Segment Start: TASK DATA

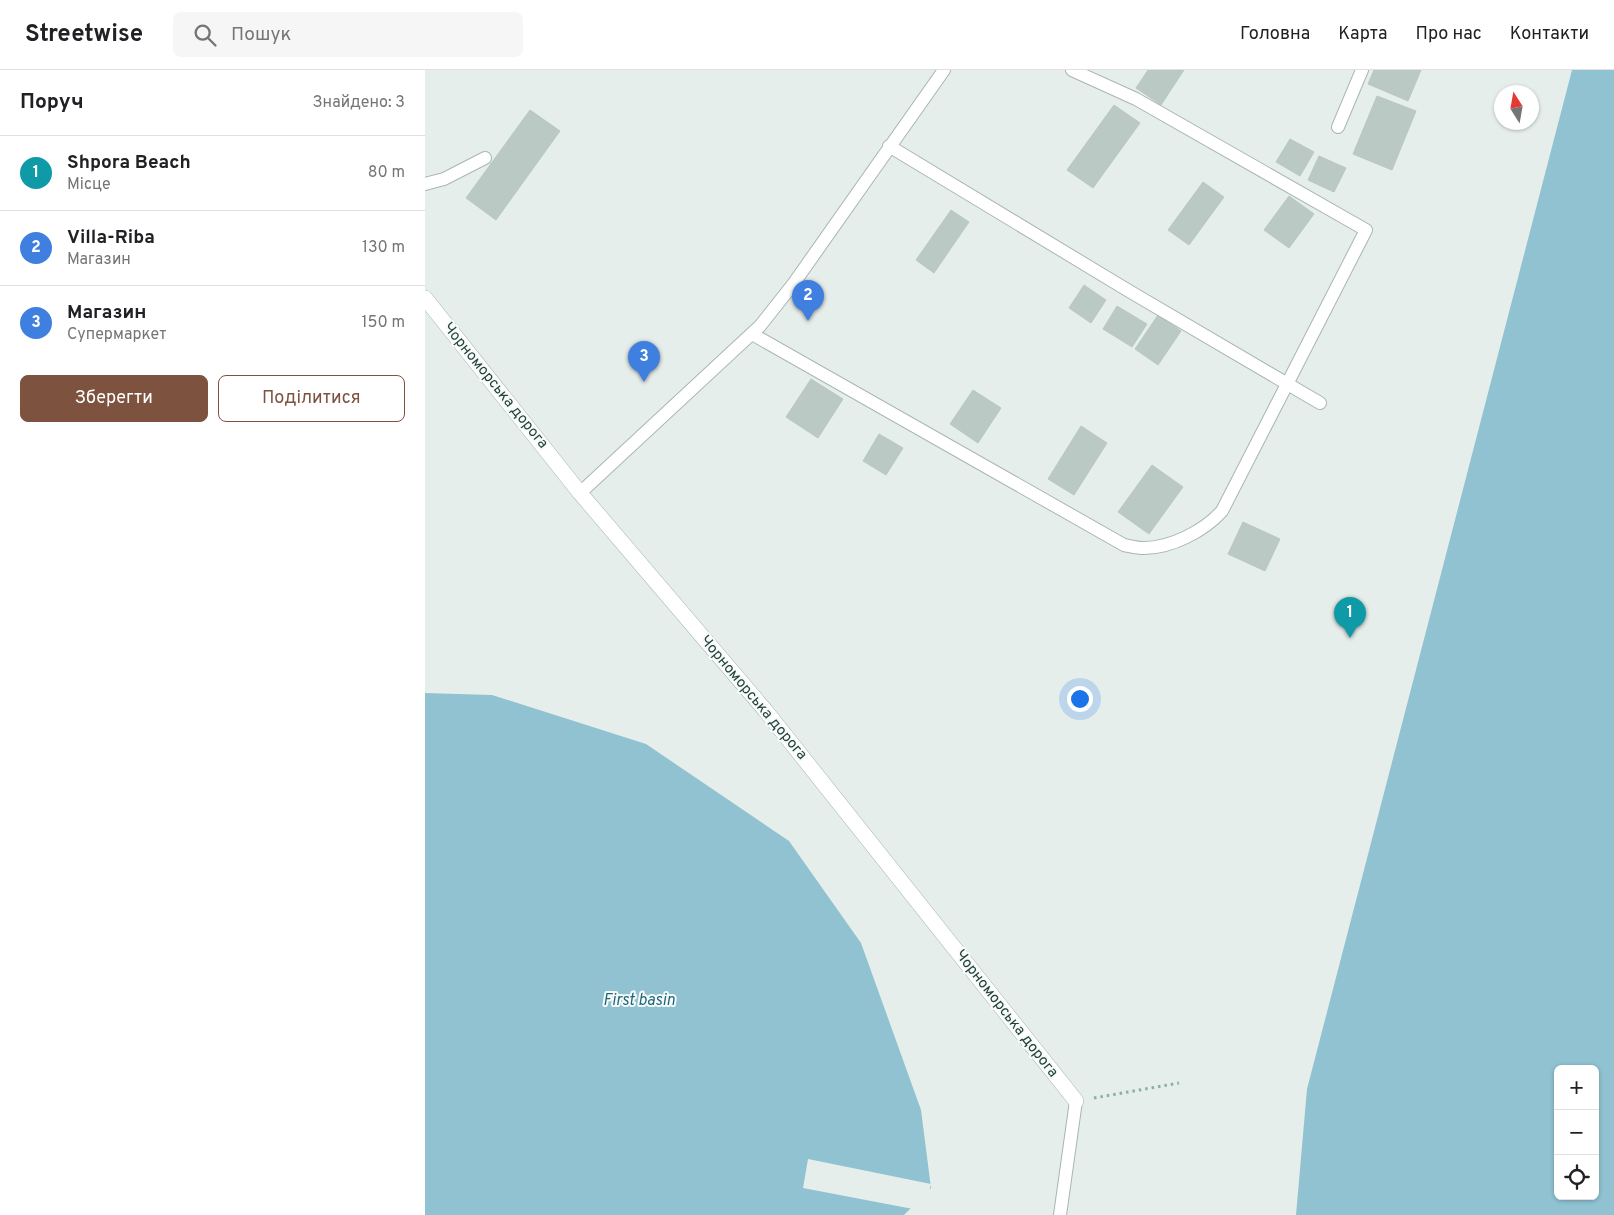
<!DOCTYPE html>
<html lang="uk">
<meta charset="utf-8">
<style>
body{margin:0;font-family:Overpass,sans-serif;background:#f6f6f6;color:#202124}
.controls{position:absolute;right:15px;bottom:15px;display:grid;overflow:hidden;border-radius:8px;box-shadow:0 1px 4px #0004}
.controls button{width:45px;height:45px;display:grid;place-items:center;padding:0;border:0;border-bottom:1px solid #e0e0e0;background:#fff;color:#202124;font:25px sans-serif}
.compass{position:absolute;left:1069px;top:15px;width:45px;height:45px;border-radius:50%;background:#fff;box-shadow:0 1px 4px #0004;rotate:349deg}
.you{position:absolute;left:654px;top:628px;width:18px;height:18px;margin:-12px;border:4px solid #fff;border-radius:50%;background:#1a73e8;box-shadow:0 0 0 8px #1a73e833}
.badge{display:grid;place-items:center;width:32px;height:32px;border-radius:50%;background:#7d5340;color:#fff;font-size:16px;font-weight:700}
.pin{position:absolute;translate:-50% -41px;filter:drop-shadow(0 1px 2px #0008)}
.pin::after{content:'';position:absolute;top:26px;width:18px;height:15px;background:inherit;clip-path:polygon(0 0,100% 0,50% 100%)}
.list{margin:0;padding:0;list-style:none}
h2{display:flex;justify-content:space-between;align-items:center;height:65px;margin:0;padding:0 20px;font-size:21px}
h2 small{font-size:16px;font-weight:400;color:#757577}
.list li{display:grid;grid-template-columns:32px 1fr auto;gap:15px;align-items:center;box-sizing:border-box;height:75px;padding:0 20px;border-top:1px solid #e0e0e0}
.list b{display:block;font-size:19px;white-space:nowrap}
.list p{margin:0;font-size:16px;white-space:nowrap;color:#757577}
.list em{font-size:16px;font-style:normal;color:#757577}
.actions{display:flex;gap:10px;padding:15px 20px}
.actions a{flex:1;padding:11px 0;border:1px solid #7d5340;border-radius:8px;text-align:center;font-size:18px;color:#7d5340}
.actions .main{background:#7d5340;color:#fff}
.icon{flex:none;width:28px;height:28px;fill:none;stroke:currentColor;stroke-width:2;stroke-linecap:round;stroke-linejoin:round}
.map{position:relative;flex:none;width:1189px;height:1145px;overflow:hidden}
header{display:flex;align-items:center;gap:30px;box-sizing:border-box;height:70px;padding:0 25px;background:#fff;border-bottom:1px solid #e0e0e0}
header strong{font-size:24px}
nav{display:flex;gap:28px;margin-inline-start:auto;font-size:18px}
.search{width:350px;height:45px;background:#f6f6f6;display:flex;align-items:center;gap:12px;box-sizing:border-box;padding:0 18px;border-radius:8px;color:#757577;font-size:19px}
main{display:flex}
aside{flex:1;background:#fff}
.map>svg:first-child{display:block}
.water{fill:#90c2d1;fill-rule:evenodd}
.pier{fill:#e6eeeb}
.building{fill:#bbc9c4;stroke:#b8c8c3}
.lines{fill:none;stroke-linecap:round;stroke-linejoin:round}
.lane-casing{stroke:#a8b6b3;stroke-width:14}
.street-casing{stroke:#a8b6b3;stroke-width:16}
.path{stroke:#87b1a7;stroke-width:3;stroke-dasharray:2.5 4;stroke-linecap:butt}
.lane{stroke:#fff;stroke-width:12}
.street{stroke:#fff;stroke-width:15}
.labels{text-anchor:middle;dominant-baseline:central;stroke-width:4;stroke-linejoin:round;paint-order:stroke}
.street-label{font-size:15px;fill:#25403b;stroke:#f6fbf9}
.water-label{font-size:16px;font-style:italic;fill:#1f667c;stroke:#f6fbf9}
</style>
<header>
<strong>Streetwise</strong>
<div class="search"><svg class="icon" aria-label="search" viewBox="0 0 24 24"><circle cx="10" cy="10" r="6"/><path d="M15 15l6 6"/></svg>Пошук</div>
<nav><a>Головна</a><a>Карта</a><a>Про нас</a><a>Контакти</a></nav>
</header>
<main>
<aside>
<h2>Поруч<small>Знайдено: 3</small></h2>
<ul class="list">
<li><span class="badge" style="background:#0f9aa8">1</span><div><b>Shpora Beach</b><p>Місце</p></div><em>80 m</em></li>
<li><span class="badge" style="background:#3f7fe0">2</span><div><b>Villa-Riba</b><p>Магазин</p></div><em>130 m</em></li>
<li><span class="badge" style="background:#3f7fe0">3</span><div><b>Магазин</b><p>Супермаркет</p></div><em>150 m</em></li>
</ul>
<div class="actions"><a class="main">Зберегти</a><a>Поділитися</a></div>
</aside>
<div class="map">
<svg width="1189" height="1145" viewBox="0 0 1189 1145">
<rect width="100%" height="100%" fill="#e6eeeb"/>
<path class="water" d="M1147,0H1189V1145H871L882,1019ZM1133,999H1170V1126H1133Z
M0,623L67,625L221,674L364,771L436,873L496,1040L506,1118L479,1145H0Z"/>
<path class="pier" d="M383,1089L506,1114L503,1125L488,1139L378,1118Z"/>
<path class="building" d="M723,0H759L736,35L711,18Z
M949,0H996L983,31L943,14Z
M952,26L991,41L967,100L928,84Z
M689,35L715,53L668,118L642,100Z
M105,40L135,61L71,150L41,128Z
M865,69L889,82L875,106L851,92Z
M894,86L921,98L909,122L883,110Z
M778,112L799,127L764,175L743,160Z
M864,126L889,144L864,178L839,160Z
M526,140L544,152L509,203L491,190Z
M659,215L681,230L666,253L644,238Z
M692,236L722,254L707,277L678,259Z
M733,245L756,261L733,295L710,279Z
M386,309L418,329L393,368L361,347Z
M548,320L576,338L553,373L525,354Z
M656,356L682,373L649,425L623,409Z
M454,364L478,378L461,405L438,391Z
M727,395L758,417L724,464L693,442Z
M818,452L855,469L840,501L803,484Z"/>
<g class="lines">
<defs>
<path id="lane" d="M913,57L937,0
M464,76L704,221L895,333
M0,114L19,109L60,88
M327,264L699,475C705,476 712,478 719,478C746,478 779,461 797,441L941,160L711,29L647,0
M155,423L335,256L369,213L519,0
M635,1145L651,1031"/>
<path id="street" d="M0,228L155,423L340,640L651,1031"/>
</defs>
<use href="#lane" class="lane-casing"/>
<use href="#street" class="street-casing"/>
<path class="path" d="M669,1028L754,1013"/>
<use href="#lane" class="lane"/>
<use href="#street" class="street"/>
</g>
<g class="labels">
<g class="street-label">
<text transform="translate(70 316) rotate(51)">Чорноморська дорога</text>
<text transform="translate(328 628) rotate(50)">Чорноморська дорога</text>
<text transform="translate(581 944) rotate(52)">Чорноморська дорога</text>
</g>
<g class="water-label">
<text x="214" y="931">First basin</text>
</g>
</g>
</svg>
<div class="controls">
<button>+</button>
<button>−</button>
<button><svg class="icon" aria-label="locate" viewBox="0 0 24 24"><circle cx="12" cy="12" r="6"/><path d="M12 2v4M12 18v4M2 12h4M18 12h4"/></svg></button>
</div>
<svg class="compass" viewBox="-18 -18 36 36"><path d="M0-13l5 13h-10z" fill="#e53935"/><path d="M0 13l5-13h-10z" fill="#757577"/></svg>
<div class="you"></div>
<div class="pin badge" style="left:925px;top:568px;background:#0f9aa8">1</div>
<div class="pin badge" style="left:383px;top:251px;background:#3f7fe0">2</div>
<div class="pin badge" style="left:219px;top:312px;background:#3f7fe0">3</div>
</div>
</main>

Segment End: TASK DATA

For every line above with the word "white" in it, make a copy.

.list b{display:block;font-size:19px;white-space:nowrap}
.list p{margin:0;font-size:16px;white-space:nowrap;color:#757577}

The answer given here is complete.